=== What is being asked ===
Search term "linecap": please copy every line of the records below that contains it.
[Opening Records to use section]
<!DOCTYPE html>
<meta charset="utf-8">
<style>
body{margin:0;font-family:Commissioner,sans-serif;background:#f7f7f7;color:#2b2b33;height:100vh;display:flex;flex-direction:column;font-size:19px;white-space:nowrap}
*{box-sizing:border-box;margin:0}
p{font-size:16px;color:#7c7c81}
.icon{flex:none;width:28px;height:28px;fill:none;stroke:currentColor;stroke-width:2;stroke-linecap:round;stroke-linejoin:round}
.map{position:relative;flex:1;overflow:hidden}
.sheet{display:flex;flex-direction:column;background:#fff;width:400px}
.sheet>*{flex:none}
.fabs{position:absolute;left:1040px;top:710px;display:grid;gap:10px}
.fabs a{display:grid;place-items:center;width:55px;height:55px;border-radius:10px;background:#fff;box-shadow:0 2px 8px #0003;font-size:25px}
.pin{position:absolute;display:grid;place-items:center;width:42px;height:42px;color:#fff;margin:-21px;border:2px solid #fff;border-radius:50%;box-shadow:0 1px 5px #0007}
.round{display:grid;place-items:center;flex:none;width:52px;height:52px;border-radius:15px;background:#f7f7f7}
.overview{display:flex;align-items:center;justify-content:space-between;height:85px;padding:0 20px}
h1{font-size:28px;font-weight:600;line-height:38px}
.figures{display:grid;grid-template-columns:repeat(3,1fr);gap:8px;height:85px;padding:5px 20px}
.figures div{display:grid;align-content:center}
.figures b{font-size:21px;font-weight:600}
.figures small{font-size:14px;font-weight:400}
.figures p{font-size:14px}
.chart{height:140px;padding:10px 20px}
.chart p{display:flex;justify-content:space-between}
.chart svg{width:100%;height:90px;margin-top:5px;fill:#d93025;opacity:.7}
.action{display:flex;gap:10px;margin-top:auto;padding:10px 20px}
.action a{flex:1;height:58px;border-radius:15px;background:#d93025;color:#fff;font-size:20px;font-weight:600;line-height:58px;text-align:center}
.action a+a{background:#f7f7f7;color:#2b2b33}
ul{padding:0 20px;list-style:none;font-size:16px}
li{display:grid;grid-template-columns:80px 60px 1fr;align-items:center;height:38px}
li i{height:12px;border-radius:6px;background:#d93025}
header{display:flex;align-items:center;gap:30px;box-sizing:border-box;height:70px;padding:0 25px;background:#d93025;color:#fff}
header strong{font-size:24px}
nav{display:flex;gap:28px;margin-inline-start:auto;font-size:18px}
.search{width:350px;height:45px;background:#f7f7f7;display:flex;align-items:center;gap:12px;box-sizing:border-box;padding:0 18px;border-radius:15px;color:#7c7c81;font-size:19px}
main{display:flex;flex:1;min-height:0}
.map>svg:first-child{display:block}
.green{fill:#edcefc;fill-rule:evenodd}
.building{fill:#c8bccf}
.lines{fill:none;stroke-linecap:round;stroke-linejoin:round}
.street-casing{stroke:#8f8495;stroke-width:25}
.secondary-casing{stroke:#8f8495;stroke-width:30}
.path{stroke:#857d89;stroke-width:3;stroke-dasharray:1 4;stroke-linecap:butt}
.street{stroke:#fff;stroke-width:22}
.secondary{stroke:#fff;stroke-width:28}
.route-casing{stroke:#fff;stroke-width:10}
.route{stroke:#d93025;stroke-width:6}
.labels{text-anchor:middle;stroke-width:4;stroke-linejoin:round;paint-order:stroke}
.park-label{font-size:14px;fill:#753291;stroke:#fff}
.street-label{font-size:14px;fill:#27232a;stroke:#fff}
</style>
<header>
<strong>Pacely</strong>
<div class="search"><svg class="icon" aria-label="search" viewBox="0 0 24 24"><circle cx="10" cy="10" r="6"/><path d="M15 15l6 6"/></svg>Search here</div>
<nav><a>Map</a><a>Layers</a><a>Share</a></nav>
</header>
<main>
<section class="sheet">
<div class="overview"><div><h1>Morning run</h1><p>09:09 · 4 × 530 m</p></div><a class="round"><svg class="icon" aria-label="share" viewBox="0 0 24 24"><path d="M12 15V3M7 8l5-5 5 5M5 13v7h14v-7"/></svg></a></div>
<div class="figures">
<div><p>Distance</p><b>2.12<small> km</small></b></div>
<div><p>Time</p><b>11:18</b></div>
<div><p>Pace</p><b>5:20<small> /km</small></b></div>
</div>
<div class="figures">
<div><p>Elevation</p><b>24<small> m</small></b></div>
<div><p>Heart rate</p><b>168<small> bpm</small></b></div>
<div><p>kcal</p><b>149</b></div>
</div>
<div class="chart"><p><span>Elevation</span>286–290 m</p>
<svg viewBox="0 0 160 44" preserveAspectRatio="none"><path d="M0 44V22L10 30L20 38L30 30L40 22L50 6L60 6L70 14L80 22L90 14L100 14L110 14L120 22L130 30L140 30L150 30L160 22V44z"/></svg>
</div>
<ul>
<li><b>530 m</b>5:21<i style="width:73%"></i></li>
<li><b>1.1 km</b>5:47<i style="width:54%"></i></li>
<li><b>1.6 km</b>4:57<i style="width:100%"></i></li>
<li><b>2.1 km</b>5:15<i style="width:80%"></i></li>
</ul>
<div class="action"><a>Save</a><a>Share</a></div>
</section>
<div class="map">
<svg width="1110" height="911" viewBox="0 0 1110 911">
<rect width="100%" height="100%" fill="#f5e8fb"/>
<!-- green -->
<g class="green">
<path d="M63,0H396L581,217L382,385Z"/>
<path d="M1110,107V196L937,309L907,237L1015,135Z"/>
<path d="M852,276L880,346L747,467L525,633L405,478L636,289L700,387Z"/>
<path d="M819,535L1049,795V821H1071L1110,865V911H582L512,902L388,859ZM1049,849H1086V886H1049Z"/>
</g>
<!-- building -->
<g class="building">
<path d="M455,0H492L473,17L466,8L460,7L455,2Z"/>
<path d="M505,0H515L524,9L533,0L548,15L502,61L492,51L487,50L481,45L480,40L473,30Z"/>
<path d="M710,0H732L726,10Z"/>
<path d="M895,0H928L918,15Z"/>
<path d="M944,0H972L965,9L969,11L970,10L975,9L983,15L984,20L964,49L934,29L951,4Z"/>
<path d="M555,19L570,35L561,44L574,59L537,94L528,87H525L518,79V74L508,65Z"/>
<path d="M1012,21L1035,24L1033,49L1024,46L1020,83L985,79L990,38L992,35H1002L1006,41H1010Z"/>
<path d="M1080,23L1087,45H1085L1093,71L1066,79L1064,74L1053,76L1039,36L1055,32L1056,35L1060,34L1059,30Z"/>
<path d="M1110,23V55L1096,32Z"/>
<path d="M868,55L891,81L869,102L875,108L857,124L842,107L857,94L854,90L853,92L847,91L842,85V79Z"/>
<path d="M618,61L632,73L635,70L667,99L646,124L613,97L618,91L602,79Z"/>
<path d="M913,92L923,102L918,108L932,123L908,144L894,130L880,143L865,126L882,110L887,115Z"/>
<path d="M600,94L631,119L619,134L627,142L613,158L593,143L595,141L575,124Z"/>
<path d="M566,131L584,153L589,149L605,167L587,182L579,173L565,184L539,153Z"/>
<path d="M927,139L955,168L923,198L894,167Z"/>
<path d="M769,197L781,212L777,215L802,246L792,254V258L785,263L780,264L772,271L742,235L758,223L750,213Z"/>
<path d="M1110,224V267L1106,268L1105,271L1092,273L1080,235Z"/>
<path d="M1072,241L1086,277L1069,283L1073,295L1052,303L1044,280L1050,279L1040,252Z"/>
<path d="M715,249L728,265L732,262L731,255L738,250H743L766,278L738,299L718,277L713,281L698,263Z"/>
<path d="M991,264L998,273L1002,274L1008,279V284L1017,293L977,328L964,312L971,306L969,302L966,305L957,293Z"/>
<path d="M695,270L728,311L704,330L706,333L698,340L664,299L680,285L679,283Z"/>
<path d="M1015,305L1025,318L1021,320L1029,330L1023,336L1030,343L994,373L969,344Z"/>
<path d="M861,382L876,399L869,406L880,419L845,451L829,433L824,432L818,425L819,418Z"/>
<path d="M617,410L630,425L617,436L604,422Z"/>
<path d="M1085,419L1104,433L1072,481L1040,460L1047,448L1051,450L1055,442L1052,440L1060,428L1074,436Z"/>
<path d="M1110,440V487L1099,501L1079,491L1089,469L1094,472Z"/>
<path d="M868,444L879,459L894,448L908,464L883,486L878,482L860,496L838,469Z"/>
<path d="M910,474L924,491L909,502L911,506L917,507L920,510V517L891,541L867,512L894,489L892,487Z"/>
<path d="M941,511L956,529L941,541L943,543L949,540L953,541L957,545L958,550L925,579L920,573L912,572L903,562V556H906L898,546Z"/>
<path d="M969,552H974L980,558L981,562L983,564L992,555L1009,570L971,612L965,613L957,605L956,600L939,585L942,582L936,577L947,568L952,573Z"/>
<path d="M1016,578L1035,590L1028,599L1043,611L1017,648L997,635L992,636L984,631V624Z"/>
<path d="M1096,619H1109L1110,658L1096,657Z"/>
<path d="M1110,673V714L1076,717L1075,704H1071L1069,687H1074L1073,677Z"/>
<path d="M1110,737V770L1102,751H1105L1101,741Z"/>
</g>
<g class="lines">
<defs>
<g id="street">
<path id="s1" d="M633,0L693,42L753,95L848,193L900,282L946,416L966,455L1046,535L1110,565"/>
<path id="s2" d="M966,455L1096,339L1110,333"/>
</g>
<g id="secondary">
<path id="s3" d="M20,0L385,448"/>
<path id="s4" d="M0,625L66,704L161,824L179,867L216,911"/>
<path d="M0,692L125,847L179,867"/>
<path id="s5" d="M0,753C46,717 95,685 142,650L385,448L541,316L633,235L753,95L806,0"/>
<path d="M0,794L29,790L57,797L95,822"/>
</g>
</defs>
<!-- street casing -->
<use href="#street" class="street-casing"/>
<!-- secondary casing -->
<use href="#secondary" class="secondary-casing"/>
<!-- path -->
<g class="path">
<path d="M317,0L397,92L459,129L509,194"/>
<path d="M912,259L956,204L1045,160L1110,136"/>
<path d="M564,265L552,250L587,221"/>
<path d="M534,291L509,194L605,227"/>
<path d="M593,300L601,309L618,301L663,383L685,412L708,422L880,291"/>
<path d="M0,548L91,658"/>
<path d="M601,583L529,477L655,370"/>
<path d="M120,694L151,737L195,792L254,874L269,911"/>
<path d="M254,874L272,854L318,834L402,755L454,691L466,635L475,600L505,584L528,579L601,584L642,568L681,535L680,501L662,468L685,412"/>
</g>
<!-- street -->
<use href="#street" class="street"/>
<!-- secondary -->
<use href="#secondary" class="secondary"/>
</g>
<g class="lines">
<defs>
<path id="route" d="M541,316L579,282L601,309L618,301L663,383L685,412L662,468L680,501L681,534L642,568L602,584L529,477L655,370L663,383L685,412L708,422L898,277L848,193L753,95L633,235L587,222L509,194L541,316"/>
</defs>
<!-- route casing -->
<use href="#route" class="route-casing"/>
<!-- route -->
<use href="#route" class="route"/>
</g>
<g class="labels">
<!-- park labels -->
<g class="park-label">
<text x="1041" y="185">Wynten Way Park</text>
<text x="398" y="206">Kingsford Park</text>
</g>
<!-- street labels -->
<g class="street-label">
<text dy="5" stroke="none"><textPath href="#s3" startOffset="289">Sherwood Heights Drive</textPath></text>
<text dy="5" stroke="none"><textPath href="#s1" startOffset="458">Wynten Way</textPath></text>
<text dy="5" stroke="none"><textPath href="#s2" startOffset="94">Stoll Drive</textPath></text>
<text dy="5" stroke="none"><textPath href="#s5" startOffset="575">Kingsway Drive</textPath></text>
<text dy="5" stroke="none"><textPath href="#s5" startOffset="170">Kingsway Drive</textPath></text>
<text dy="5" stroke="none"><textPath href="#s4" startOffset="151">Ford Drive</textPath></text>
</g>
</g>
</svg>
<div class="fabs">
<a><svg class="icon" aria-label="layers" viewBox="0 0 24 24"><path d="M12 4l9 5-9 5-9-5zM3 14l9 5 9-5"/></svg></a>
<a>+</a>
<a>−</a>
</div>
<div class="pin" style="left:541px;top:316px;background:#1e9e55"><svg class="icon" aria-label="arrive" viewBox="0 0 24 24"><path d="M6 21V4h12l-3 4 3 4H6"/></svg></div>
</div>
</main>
[Closing Records to use section]
=== Output of the exercise ===
.icon{flex:none;width:28px;height:28px;fill:none;stroke:currentColor;stroke-width:2;stroke-linecap:round;stroke-linejoin:round}
.lines{fill:none;stroke-linecap:round;stroke-linejoin:round}
.path{stroke:#857d89;stroke-width:3;stroke-dasharray:1 4;stroke-linecap:butt}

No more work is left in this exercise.